Yo es un otro (acerca de “La broma asesina” de Moore y Bolland)

Volvemos a los ochentas y a la década de la neurósis de los superhéroes, como la llama De Santis. De la mano de Alan Moore y Brian Bolland nos llega una perla de las historietas de superhéroes. Quisiera anotar una hipótesis de lectura y algunos apuntes para fundamentarla.

Hipótesis: creo que el corazón del concepto por detrás de La broma asesina no es mostrar que Batman y Joker son un par de opuestos comlementarios (una especie de ying-yang superheróico). Me parece que en la historieta se trata de probar que ellos son efectos similares de una misma causa. La causa es, como lo dice el Joker, “un mal día”.

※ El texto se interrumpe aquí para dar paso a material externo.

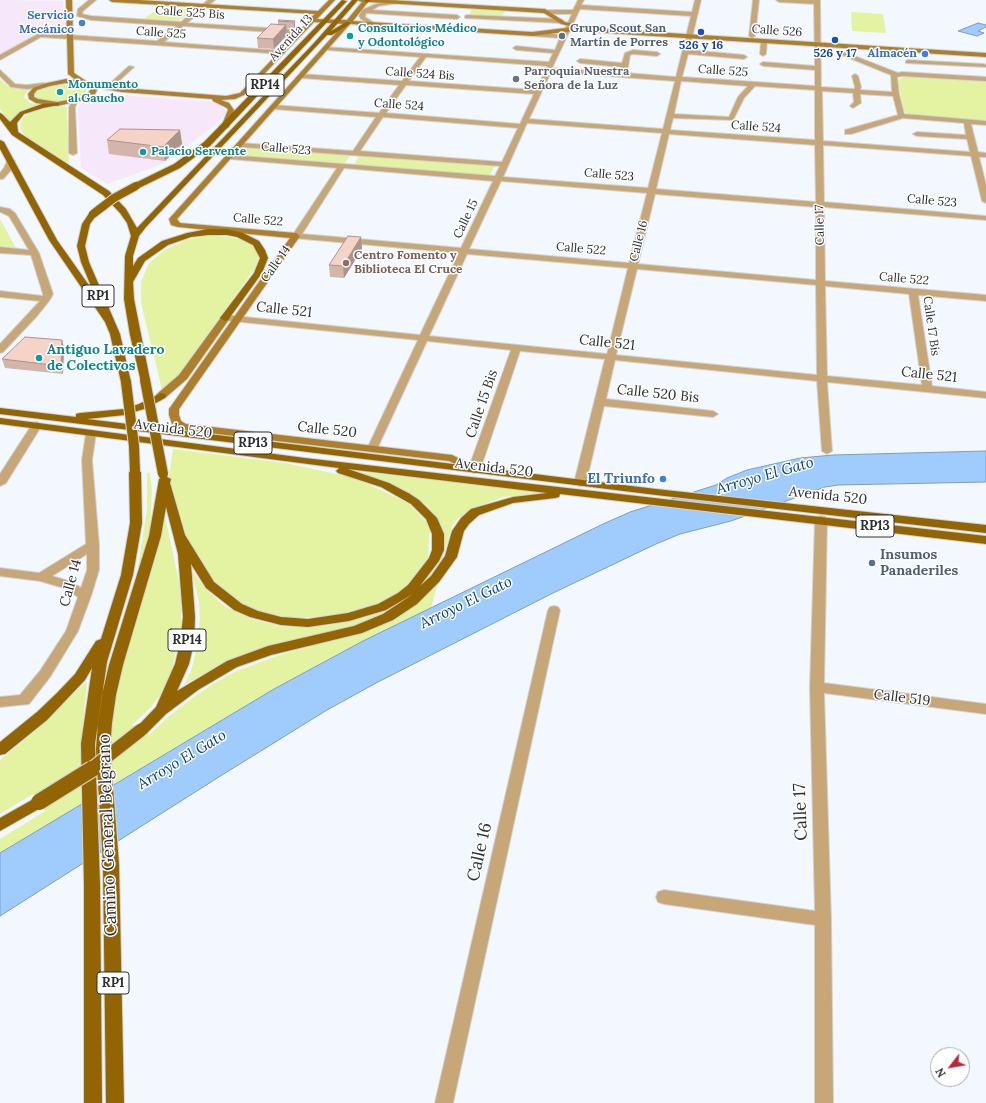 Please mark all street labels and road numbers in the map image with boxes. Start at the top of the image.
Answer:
street label: Calle 525 Bis [155,3,225,23]
street label: Avenida 13 [266,12,316,64]
street label: Calle 526 [751,22,803,40]
street label: Calle 525 [135,24,187,42]
street label: Calle 525 [697,62,749,80]
street label: Calle 524 Bis [385,64,455,84]
road number: RP14 [246,74,284,96]
street label: Calle 524 [374,96,424,114]
street label: Calle 524 [731,118,781,136]
street label: Calle 523 [260,140,312,158]
street label: Calle 523 [583,166,635,184]
street label: Calle 523 [906,192,958,210]
street label: Calle 15 [451,197,481,241]
street label: Calle 17 [812,205,828,245]
street label: Calle 522 [232,211,284,229]
street label: Calle 16 [627,219,651,263]
street label: Calle 522 [555,240,607,258]
street label: Calle 14 [258,243,294,285]
street label: Calle 522 [878,270,930,288]
road number: RP1 [82,285,114,307]
street label: Calle 17 Bis [920,295,942,357]
street label: Calle 521 [255,299,313,321]
street label: Calle 521 [578,332,636,354]
street label: Calle 521 [900,364,958,386]
street label: Calle 15 Bis [462,368,502,440]
street label: Calle 520 Bis [616,381,700,407]
street label: Avenida 520 [133,416,213,442]
street label: Calle 520 [296,419,358,441]
road number: RP13 [234,432,272,454]
street label: Avenida 520 [454,455,534,481]
street label: Avenida 520 [788,484,868,508]
road number: RP13 [856,515,894,537]
street label: Calle 14 [57,557,85,609]
road number: RP14 [168,629,206,651]
street label: Calle 519 [873,686,931,710]
street label: Camino General Belgrano [94,734,122,936]
street label: Calle 17 [790,783,812,841]
street label: Calle 16 [463,821,497,883]
road number: RP1 [97,972,129,994] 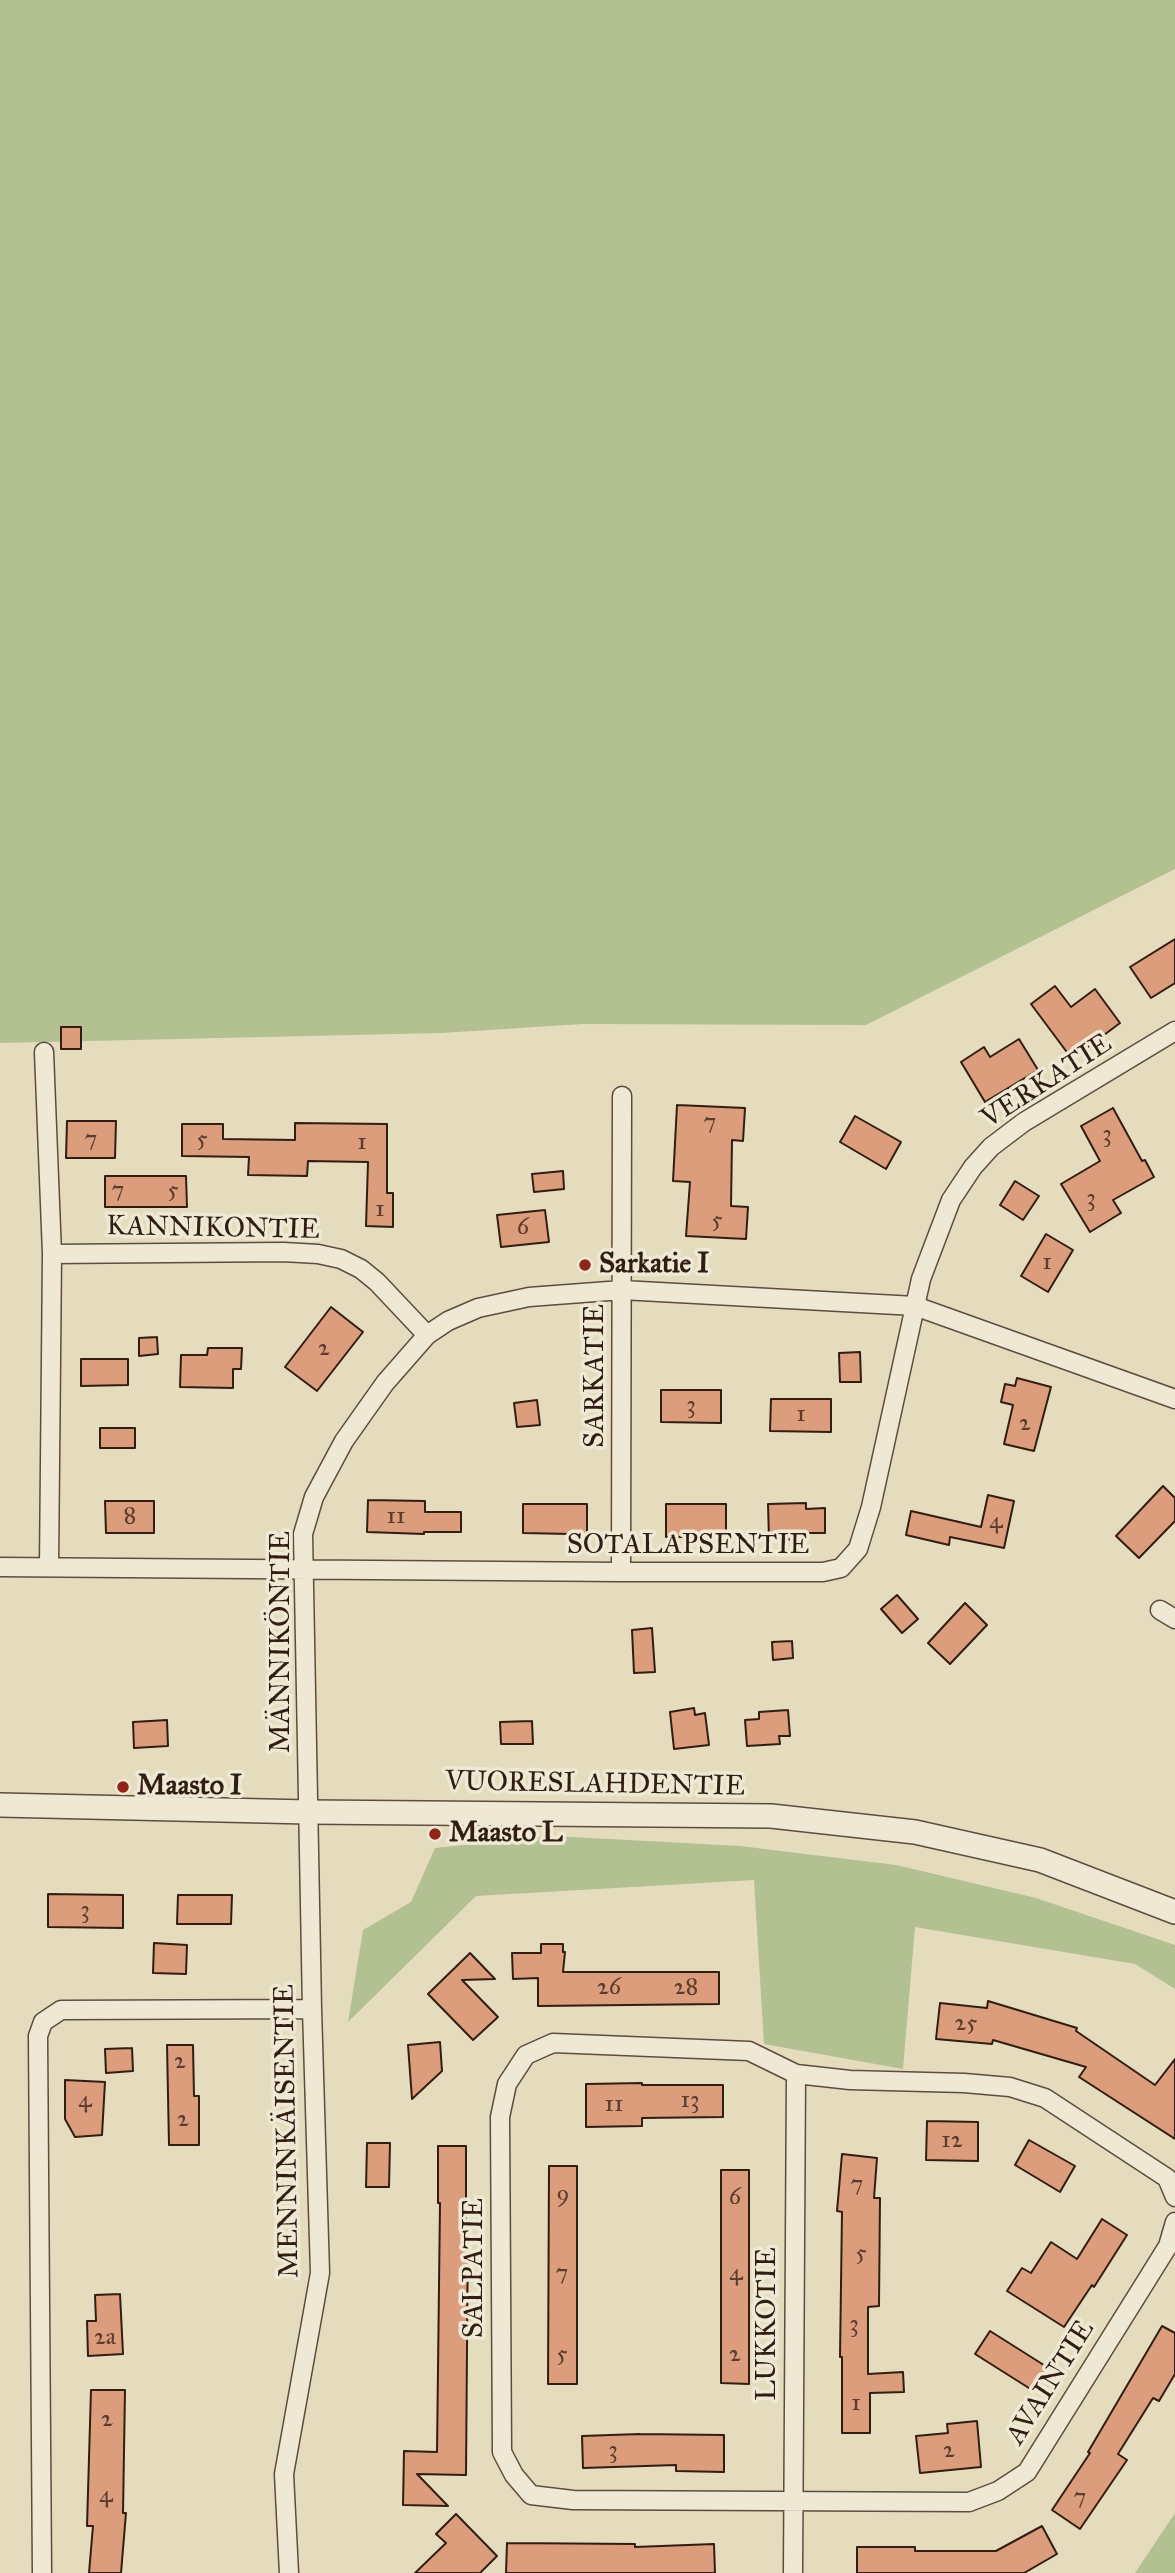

En realidad, va un poquito más allá. El Joker pone en cuestión la racionalidad de la razón (ese arma tan poderosa del Batman detective): si la distancia entre “nosotros” (los sujetos que pertenecen al tejido que produce esa racionalidad) y los “otros” no es más que un mal día, ¿dónde está posicionado Batman? ¿dónde el mismo Joker?

Lo cito:

¡Demostré que no hay diferencia entre mí y cualquier otro!/ Sólo se necesita un mal día para volver al mejor de los hombres un lunático./ Esa es la distancia entre el mundo y yo, apenas un mal día./ ¿Has tenido alguna vez un mal día, no?/ Es así, lo entiendo. Tenemos un mal día y todo cambia./ Si no ¿por qué tú te vestirías como un ratón volador?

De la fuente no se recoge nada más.